Provided data below:

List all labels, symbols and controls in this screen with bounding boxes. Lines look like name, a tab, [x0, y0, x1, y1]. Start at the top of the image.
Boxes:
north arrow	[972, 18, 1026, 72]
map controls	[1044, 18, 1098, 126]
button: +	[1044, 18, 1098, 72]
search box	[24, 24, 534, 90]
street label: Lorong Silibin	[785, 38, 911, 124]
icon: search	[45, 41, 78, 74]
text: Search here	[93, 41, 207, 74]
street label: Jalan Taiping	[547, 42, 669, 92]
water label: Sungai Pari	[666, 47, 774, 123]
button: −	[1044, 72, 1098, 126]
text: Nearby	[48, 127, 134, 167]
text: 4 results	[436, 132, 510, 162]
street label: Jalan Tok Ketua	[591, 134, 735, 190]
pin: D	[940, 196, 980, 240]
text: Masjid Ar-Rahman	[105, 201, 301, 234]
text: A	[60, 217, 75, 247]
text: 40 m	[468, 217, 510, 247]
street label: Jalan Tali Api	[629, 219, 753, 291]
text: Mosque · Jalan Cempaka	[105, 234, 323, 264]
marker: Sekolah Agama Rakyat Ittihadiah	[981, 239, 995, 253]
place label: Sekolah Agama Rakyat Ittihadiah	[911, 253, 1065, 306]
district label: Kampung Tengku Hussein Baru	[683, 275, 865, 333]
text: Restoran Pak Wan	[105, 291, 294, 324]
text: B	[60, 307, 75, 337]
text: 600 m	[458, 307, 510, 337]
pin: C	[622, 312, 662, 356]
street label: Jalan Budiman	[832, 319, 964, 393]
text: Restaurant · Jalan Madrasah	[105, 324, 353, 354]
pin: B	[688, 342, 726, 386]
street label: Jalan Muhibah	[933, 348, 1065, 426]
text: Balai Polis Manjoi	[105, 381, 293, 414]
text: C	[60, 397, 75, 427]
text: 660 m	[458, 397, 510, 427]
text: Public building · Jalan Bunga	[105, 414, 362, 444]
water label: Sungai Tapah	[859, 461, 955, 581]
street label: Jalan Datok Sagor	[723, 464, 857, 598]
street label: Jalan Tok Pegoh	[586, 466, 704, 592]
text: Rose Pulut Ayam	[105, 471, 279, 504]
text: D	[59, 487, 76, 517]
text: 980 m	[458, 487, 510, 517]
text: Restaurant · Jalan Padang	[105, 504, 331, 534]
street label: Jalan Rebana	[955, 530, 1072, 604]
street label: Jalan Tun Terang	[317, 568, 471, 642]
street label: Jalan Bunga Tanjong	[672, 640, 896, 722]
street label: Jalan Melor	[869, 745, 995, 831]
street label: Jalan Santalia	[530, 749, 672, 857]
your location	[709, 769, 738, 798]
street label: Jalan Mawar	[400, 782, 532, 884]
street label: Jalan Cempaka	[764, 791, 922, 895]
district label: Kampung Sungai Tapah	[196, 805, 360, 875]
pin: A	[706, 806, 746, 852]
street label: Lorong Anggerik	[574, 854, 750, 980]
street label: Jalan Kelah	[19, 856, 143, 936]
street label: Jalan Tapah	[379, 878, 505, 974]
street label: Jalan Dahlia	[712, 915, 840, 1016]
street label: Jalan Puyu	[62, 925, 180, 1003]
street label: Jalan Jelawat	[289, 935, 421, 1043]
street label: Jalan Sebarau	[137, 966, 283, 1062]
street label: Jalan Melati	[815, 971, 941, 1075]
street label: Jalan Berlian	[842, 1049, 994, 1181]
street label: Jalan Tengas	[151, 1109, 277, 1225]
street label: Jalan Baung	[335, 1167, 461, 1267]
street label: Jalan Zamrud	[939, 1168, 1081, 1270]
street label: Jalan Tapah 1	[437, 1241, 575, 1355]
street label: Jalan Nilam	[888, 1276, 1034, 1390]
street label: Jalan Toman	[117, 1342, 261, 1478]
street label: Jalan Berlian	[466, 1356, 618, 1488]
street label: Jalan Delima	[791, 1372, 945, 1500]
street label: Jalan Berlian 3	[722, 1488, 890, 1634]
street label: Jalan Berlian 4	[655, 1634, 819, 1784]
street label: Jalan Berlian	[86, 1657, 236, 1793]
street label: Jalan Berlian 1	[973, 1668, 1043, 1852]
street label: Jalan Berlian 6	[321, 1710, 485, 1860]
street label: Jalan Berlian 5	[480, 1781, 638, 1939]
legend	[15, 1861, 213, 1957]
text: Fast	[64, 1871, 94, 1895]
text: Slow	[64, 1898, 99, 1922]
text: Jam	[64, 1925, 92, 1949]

End of Provided data.

Problem requirements:
Would you copy out each line of the records above where the word "district" occurs?

Result of the task:
district label: Kampung Tengku Hussein Baru	[683, 275, 865, 333]
district label: Kampung Sungai Tapah	[196, 805, 360, 875]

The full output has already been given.